Dopo il primo comando: blocco, ok disinstallo i pacchetti che bloccano. Mannaggia non va più wget. 

Reinstallo le librerie, scarico i sorgenti degli aggiornamenti, disinstallo i pacchetti che bloccano e poi installo gli aggiornamenti.

Il problema è che com_err serve a openssl, per cui il disastro c'è solo se wget è installato con il supporto openssl.

----------

## djinnZ

Alle volte mi domando cosa rispondo a fare...   :Twisted Evil: 

Soluzione 1: mascherare tutti gli aggiornamenti che hanno in dipendenza com_err, ss e ext2vattelappesca in attesa che i devel sistemino.

Si applica per chi non sa bene cosa cosa combina o per chi ci lavora con il computer e non può permettersi di rischiare.

Soluzione 2: chi sa quel che fa, chi vuol vedere di dare una mano ai devel e chi semplicemente ci smanetta con la gentoo e non ha problemi se salta qualcosa usa package.provided e fa credere al sistema che com_err ed ss ci siano di modo da provare a vedere cosa si blocca e cosa no.

Soluzione 3: mascherare le nuove versioni di extvattelappesca ed i pacchetti che ne richiedo la dipendenza esplicita. In realtà è una variante della 1.

Soluzione 4: riportare indietro il portage via cvs ed attendere tempi migliori. (questa non la ho provata)

Tutte le prime tre soluzioni funzionano, lo so perchè le uso tutte e tre.

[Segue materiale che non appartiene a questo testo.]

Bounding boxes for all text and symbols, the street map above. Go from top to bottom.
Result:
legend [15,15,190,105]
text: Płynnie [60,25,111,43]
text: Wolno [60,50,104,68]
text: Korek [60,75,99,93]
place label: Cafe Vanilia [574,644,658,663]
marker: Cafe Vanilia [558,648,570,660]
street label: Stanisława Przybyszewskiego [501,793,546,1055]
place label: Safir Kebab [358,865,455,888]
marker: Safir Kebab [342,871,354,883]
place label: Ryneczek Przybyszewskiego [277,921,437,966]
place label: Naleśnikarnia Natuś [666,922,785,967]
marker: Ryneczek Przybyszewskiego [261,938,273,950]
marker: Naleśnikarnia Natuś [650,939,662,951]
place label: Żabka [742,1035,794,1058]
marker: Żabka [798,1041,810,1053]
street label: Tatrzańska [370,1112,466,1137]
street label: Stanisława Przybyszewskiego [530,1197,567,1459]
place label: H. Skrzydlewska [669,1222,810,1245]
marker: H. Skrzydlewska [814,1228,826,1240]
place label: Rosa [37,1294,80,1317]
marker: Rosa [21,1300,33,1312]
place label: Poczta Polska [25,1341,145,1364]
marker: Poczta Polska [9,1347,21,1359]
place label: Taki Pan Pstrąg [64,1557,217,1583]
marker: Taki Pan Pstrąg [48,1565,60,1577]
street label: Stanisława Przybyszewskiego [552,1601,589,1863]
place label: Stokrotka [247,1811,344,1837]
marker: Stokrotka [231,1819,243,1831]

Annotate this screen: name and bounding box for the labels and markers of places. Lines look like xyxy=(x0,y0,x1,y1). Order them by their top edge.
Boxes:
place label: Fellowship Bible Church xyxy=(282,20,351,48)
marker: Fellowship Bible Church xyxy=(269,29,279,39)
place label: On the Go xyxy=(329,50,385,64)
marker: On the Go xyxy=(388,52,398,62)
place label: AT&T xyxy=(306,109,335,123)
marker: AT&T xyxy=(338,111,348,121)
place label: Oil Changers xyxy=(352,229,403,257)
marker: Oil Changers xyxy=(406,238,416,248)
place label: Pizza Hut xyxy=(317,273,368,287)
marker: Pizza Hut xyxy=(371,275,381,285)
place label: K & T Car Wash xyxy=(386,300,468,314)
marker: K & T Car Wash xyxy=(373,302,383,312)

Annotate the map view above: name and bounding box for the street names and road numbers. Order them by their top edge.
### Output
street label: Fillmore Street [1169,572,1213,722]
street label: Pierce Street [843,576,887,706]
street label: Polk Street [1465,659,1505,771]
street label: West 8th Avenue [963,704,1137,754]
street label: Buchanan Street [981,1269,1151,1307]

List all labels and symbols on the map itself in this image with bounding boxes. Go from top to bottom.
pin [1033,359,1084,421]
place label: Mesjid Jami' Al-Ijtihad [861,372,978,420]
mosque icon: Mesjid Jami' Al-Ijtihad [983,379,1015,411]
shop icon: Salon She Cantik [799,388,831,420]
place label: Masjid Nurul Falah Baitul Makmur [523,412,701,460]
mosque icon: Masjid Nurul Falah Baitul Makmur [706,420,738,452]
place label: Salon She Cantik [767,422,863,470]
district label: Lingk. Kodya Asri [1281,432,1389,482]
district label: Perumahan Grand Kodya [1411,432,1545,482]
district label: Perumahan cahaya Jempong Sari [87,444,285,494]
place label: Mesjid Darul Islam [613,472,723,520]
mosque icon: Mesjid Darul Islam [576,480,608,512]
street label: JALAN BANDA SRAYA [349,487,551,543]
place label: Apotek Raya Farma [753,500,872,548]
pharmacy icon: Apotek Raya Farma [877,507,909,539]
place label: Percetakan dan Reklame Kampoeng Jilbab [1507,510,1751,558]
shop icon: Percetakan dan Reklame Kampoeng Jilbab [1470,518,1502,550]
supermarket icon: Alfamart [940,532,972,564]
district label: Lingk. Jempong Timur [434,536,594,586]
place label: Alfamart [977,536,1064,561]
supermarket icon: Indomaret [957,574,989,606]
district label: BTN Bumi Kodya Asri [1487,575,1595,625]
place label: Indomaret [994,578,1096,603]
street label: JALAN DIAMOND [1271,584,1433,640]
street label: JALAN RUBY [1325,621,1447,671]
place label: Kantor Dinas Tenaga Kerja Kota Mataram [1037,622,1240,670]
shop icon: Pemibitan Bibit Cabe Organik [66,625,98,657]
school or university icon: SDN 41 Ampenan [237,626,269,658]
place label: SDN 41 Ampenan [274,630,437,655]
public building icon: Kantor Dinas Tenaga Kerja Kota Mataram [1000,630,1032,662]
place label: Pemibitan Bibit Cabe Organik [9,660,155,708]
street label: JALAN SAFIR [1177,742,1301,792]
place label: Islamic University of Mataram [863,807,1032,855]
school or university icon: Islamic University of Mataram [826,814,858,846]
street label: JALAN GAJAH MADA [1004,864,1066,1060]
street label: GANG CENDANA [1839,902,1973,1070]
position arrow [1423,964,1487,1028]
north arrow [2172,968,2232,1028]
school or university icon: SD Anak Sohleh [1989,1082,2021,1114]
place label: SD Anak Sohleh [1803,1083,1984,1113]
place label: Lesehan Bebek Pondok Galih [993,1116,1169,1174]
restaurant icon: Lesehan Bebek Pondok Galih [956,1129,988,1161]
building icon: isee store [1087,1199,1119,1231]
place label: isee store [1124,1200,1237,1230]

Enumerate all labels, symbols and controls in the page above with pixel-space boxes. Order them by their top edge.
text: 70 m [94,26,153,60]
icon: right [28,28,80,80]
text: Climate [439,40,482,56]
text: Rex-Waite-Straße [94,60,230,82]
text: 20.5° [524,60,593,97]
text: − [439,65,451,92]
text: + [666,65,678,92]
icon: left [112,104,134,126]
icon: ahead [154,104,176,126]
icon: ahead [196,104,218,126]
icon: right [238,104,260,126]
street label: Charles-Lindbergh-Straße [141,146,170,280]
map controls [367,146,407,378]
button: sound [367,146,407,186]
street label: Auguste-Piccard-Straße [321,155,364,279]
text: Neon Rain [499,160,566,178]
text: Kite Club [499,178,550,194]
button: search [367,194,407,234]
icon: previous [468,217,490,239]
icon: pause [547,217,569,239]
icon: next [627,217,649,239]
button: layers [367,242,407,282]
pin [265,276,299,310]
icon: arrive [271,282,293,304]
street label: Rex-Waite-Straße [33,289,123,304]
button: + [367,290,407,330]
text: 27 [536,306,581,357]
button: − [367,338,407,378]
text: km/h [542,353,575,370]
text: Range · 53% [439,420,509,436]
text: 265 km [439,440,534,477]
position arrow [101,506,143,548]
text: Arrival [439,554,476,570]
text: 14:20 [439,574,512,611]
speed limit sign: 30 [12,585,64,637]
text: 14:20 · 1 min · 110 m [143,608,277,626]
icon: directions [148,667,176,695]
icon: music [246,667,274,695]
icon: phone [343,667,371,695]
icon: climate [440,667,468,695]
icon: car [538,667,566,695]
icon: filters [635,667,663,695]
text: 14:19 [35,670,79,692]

wget vuole com_err ed ss (o meglio le librerie di questi pacchetti) e con le nuove librerie fornite da ext2vattelappesca non compila o fa i capricci su alcuni sistemi (in ogni caso deve essere ricompilato, con le sue dipendenze, indipendentemente da quel che dice revdep-rebuild)

mc vuole sia com_err/ss che extvattelappesca ma non ha problemi (a parte ovviamente ricompilare)

nfs-utils (ultima versione) non vuole per niente com_err ed ss

openssl deve essere ricompilato come sopra

e via dicendo. Non è stato risolto, se non avete avuto problemi non significa che sia tutto a posto, se vi si è sistemato con l'ultimo sync vuol dire che è stato fatto un altro passo avanti.

----------

## Onip

a me wget non ha dato assolutamente problemi e, a guardare dai post in questo topic non capisco assolutamente il perchè?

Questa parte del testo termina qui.